◆ Exercise instructions: Within the data below, copy each line where the string "rotate" is found.

◆ Exercise material:
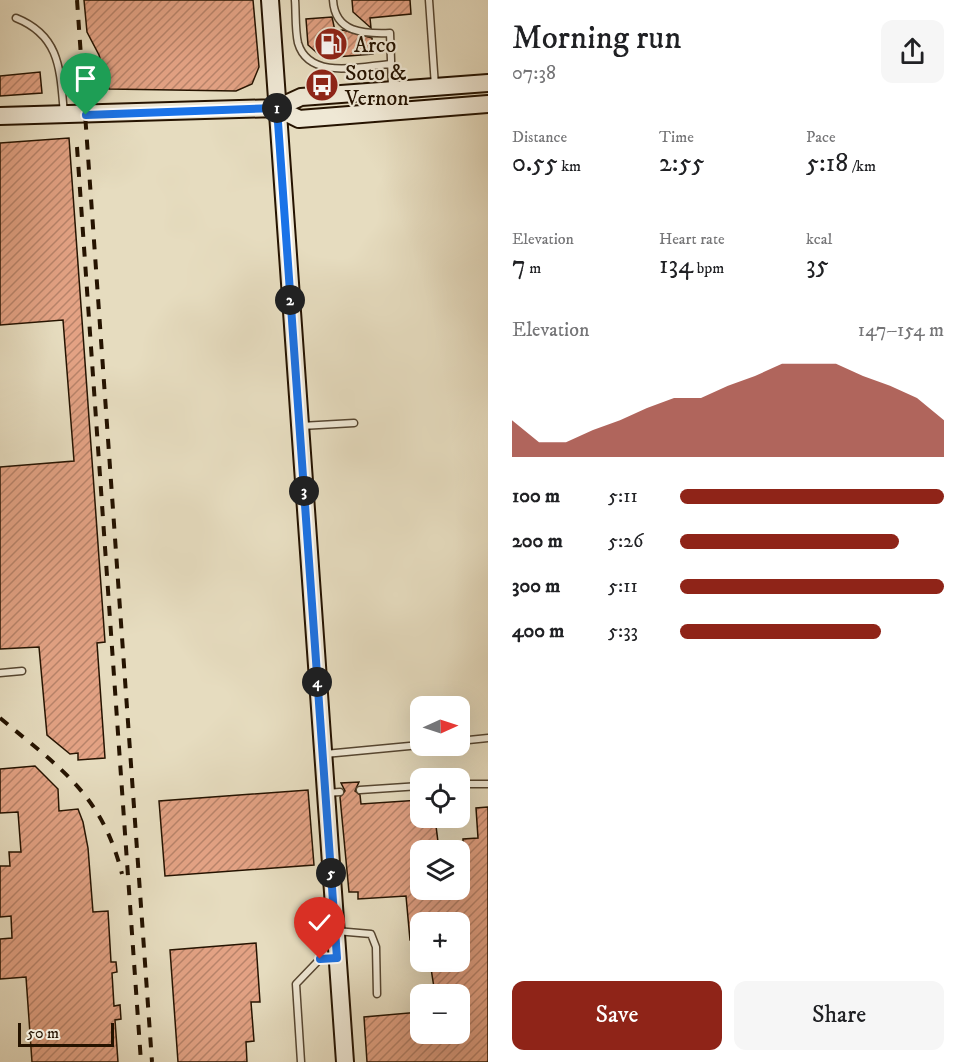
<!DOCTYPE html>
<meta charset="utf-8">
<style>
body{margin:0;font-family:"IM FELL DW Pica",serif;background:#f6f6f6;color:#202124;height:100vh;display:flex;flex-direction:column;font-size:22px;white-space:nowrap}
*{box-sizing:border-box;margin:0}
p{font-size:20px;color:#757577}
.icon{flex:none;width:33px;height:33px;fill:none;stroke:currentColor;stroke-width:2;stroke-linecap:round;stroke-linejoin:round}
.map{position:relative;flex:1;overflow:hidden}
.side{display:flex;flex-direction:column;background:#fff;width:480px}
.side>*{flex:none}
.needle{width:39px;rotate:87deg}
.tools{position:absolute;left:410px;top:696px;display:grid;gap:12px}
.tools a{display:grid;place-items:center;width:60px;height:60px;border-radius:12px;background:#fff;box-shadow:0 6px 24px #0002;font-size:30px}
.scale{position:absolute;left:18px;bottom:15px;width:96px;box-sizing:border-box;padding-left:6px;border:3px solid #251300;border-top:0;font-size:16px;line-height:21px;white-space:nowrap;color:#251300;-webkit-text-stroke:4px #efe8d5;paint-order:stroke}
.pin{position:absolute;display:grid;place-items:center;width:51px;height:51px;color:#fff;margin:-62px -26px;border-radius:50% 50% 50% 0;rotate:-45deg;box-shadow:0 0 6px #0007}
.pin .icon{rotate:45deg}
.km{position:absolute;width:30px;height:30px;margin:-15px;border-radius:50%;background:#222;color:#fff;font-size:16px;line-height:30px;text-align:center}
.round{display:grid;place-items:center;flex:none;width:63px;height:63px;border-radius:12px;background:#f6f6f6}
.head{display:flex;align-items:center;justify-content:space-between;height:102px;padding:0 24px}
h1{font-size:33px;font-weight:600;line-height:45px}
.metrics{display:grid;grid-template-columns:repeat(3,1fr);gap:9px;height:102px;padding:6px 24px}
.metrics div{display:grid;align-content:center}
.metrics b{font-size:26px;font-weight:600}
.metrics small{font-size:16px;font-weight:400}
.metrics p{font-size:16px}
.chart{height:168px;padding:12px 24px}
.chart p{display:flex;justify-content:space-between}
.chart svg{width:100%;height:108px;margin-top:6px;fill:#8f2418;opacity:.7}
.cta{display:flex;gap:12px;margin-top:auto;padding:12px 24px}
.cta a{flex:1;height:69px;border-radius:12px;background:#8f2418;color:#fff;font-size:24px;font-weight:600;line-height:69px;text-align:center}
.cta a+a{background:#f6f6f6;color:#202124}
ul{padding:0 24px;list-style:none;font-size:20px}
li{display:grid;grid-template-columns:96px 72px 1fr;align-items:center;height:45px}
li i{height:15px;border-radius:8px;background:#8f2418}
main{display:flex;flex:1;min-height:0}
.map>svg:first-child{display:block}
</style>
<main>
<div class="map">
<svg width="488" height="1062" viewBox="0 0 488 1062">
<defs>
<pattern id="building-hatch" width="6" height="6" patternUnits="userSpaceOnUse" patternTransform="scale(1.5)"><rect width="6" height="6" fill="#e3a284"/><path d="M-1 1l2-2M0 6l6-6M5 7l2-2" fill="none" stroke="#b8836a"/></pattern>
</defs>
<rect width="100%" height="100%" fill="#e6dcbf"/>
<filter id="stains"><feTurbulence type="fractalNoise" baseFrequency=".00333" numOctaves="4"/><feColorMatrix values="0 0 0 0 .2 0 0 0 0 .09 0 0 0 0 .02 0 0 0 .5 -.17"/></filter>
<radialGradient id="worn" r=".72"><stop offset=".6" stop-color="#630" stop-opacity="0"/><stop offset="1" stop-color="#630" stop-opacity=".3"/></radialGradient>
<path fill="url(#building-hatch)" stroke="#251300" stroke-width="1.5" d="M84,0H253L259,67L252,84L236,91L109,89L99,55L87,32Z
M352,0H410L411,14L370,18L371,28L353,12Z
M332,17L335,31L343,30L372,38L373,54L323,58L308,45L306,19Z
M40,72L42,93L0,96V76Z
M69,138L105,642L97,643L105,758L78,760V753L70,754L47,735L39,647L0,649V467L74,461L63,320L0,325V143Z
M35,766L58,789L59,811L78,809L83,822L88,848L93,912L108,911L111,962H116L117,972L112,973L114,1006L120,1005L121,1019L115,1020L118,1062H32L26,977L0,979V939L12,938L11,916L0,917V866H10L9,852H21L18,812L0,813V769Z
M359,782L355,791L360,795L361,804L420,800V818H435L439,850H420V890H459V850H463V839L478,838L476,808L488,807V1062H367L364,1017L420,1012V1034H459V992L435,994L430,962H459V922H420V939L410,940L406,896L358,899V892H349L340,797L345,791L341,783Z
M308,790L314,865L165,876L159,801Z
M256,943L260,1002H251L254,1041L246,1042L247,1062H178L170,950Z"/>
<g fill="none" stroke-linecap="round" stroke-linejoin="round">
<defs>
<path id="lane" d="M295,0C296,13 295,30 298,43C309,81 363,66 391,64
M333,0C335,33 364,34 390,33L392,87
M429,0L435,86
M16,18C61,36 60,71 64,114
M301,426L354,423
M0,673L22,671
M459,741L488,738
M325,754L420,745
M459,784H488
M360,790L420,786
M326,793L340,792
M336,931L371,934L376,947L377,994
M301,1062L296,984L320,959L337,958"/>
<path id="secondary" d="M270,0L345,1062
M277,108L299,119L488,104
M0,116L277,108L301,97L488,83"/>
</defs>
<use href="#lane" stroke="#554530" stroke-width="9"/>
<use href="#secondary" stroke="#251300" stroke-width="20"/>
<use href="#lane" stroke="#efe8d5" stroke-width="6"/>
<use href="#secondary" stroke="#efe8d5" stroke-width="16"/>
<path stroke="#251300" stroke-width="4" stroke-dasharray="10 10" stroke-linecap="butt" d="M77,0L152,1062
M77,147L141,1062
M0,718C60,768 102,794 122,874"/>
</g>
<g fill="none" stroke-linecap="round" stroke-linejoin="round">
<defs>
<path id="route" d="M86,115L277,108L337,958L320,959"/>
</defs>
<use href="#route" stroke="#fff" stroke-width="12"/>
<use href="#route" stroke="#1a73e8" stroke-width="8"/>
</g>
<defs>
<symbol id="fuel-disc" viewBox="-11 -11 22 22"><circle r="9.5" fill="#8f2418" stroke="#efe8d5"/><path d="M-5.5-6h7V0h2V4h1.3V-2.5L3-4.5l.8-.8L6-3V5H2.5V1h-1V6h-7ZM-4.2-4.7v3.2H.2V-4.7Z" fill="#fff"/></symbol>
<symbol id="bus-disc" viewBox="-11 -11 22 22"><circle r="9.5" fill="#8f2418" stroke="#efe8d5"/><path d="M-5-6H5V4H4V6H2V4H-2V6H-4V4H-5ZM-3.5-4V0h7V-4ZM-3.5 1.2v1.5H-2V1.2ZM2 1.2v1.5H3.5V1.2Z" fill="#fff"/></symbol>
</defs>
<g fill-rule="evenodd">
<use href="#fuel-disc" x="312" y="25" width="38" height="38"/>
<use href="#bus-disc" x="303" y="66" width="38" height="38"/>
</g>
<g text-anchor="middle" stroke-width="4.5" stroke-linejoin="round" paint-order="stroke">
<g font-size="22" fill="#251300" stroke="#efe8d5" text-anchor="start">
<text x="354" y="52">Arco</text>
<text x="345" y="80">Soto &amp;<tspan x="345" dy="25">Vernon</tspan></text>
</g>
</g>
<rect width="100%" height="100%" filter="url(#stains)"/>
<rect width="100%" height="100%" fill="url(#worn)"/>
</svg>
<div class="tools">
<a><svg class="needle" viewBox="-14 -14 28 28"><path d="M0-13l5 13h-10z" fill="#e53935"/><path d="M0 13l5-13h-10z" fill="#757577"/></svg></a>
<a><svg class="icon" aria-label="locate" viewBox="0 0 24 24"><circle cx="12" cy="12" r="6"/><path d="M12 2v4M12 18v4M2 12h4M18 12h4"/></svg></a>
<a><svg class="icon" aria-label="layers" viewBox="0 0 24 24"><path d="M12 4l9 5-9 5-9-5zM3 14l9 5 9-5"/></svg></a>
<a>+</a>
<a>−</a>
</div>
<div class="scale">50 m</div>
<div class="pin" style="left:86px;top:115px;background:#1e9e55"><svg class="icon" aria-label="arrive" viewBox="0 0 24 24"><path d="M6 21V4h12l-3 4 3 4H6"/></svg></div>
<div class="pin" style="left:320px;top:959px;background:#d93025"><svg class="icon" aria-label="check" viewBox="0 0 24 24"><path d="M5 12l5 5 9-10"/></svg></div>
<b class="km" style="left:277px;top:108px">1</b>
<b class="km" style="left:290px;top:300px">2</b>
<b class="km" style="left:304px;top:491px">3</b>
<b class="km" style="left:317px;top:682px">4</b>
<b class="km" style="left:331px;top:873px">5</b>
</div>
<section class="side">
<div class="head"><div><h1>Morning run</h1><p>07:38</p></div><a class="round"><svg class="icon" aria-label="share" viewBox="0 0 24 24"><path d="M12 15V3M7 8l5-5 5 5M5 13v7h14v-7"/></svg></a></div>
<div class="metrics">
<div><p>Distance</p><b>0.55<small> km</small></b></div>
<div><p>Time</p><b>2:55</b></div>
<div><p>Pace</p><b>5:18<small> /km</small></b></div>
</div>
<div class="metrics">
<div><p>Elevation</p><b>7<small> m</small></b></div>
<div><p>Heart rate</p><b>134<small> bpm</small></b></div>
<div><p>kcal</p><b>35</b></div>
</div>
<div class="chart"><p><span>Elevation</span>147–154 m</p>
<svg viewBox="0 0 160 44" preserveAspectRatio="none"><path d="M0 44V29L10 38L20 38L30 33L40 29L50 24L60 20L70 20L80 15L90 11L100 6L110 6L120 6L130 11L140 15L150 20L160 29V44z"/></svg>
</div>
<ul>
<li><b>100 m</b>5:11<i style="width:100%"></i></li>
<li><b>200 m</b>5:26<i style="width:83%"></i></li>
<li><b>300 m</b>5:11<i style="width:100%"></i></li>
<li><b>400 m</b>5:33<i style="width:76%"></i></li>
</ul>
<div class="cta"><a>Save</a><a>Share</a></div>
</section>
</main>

◆ Your solution:
.needle{width:39px;rotate:87deg}
.pin{position:absolute;display:grid;place-items:center;width:51px;height:51px;color:#fff;margin:-62px -26px;border-radius:50% 50% 50% 0;rotate:-45deg;box-shadow:0 0 6px #0007}
.pin .icon{rotate:45deg}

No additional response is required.